Please retype the entries exactly as they stand, leaving out any pictures.

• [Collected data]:
▬▬▬▬▬▬▬▬▬▬
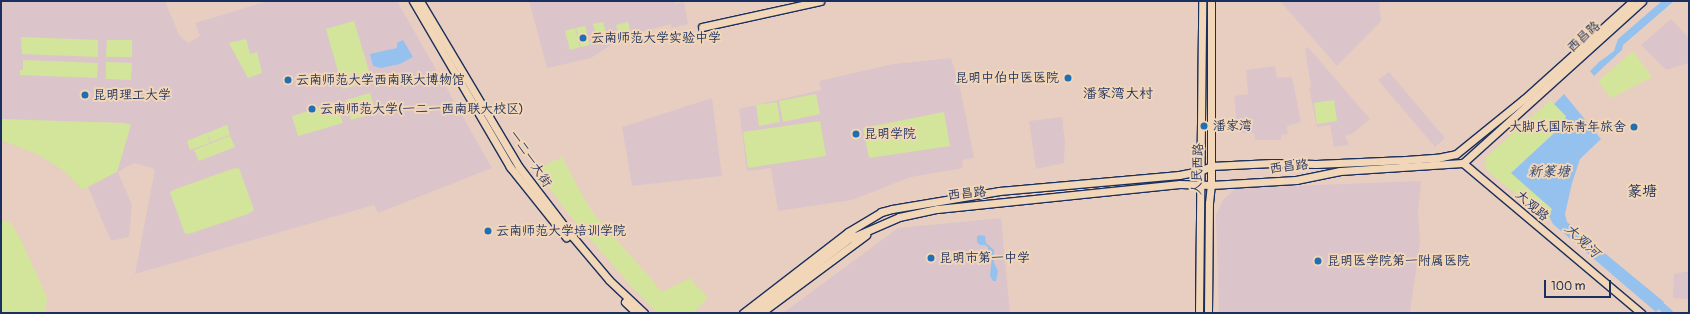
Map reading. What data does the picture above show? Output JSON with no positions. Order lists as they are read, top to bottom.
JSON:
{
  "streets": {
    "main road": [
      "西昌路",
      "一二一大街",
      "人民西路",
      "大观路"
    ]
  },
  "crossings": [
    ["西昌路", "人民西路"],
    ["西昌路", "大观路"]
  ],
  "districts": ["潘家湾大村", "篆塘"],
  "water": ["新篆塘", "大观河"],
  "places": [
    "云南师范大学实验中学",
    "昆明中伯中医医院",
    "云南师范大学西南联大博物馆",
    "昆明理工大学",
    "云南师范大学(一二一西南联大校区)",
    "潘家湾",
    "大脚氏国际青年旅舍",
    "昆明学院",
    "云南师范大学培训学院",
    "昆明市第一中学",
    "昆明医学院第一附属医院"
  ],
  "scale_bar": "100 m"
}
▬▬▬▬▬▬▬▬▬▬
• [TASK SOLUTION]:
Map reading. What data does the picture above show? Output JSON with no positions. Order lists as they are read, top to bottom.
JSON:
{
  "streets": {
    "main road": [
      "西昌路",
      "一二一大街",
      "人民西路",
      "大观路"
    ]
  },
  "crossings": [
    ["西昌路", "人民西路"],
    ["西昌路", "大观路"]
  ],
  "districts": ["潘家湾大村", "篆塘"],
  "water": ["新篆塘", "大观河"],
  "places": [
    "云南师范大学实验中学",
    "昆明中伯中医医院",
    "云南师范大学西南联大博物馆",
    "昆明理工大学",
    "云南师范大学(一二一西南联大校区)",
    "潘家湾",
    "大脚氏国际青年旅舍",
    "昆明学院",
    "云南师范大学培训学院",
    "昆明市第一中学",
    "昆明医学院第一附属医院"
  ],
  "scale_bar": "100 m"
}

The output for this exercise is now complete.